▸ **EXERCISE BRIEF**
Only lines containing the string "JSON" belong in the answer; copy all of them from the entries.

▸ **MATERIAL TO PROCESS**
=======
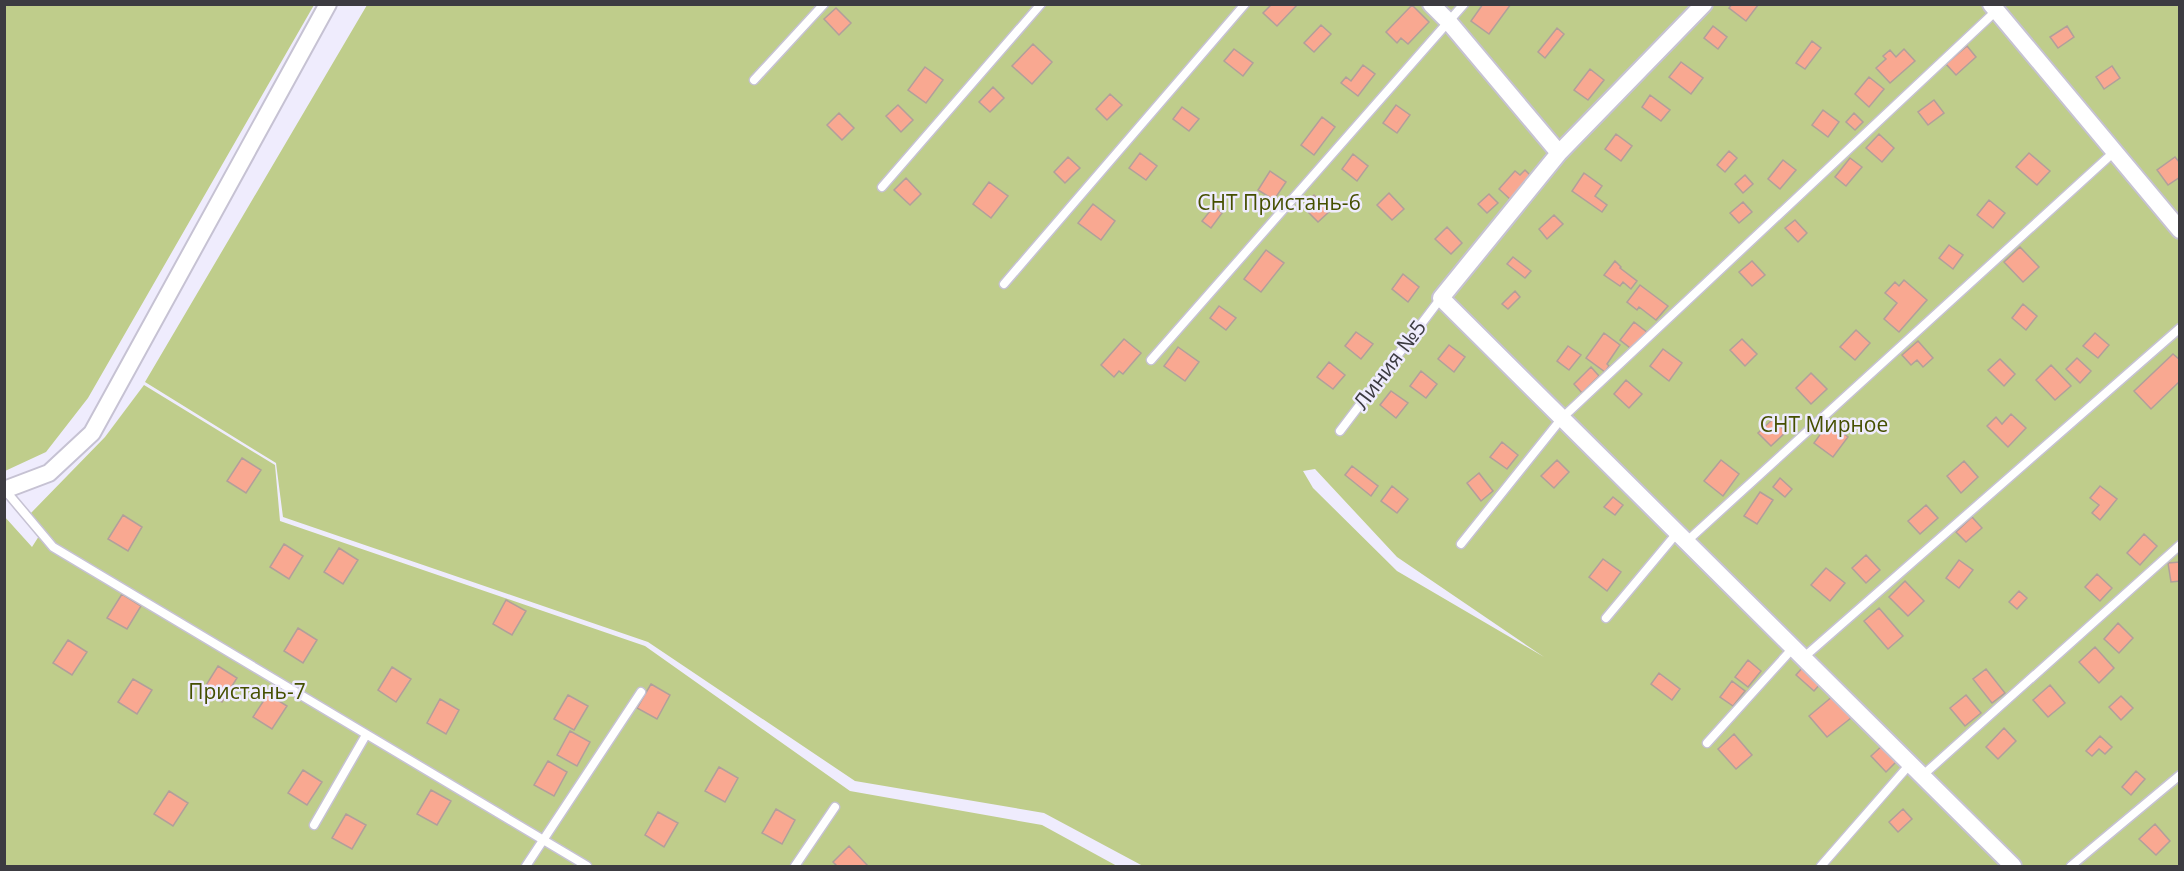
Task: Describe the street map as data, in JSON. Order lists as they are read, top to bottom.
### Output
=======
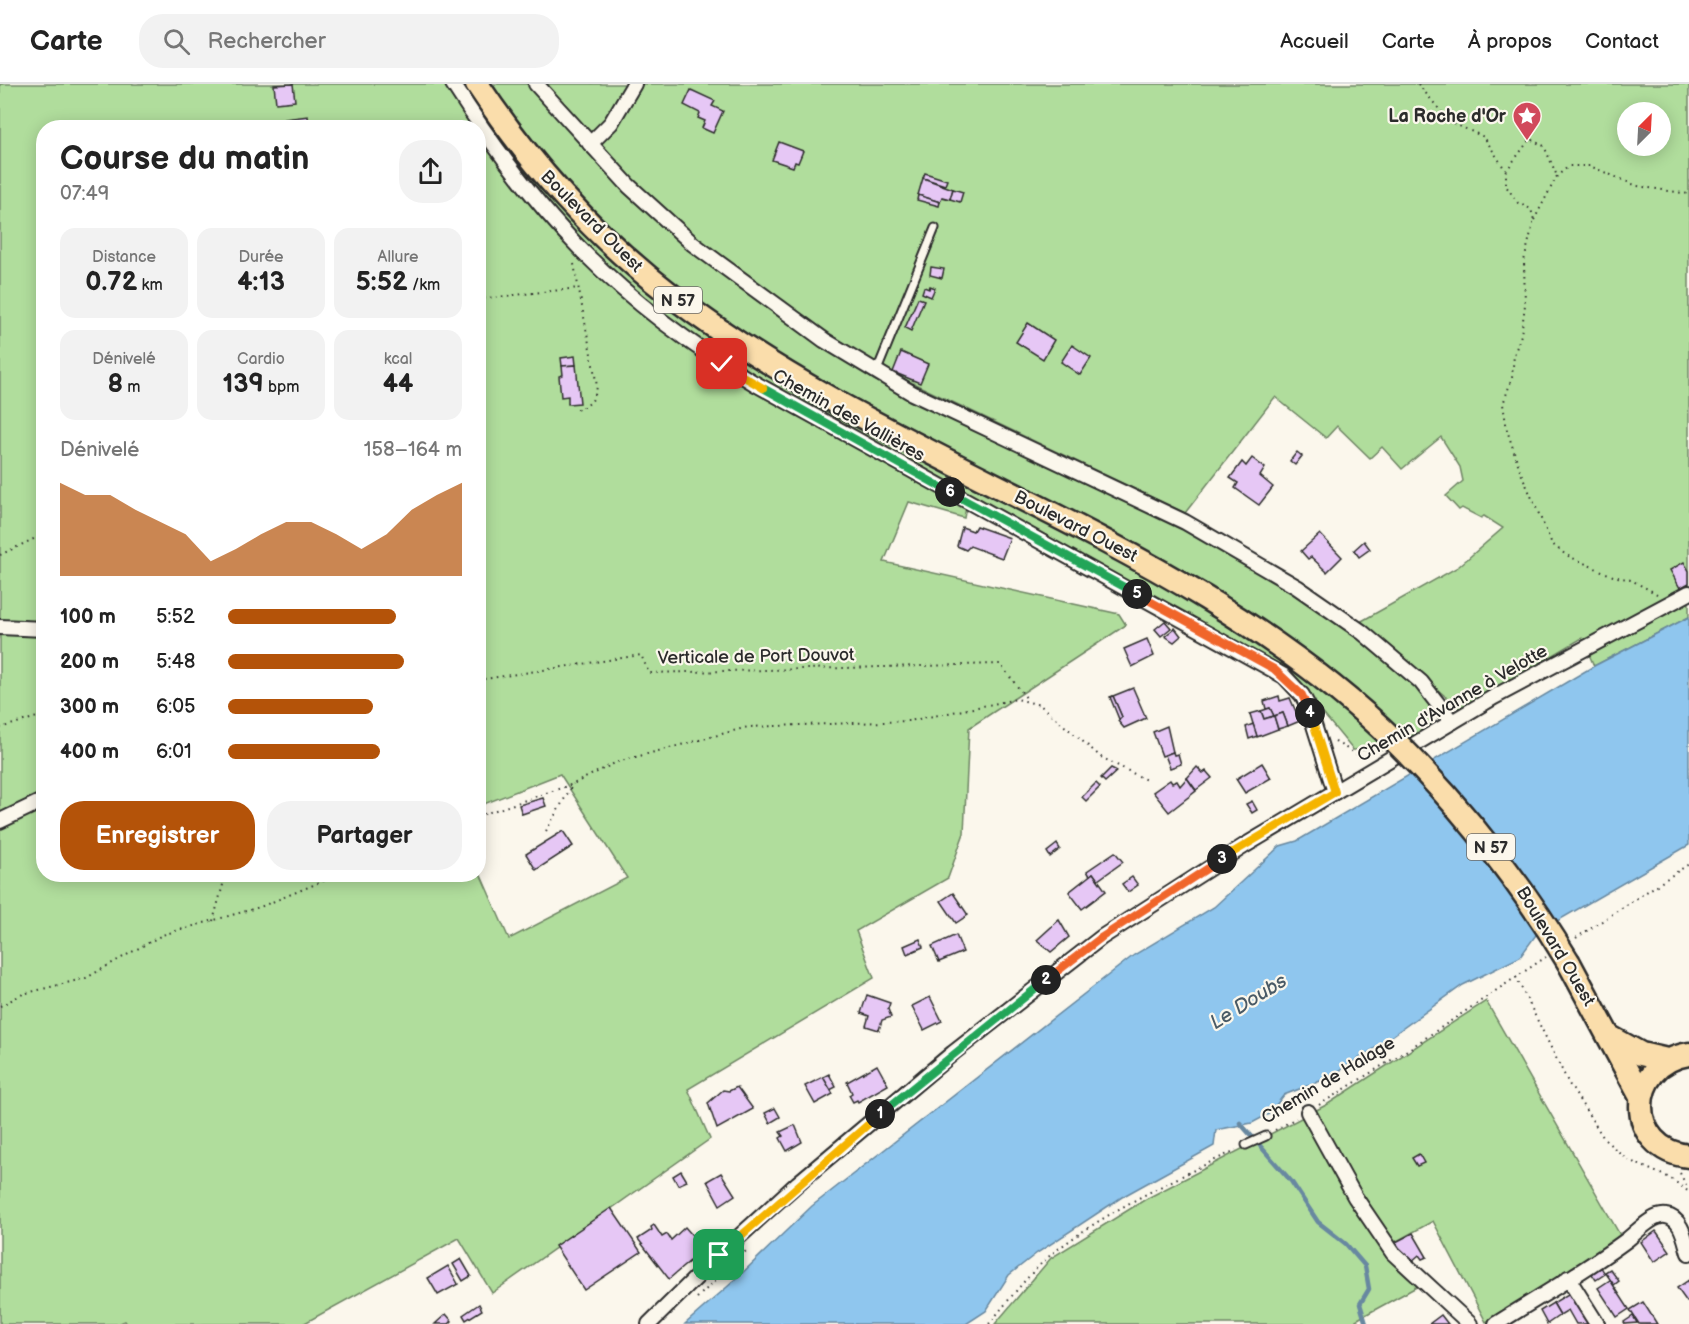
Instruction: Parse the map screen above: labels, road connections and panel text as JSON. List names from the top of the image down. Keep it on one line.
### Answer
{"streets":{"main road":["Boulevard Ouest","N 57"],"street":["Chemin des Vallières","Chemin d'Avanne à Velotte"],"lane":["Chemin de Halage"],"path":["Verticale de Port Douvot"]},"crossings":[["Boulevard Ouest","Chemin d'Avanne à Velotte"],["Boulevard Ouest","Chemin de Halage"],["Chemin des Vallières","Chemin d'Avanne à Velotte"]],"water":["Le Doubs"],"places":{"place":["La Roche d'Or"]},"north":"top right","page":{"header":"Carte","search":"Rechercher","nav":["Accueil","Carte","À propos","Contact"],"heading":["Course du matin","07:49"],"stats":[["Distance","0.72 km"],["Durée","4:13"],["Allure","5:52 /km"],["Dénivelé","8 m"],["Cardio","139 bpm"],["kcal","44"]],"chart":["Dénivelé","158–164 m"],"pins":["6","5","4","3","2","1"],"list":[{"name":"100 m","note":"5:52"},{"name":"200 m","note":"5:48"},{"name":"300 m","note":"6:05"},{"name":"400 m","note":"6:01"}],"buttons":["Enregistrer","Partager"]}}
=======
▸ **OUTPUT**
Task: Describe the street map as data, in JSON. Order lists as they are read, top to bottom.
Instruction: Parse the map screen above: labels, road connections and panel text as JSON. List names from the top of the image down. Keep it on one line.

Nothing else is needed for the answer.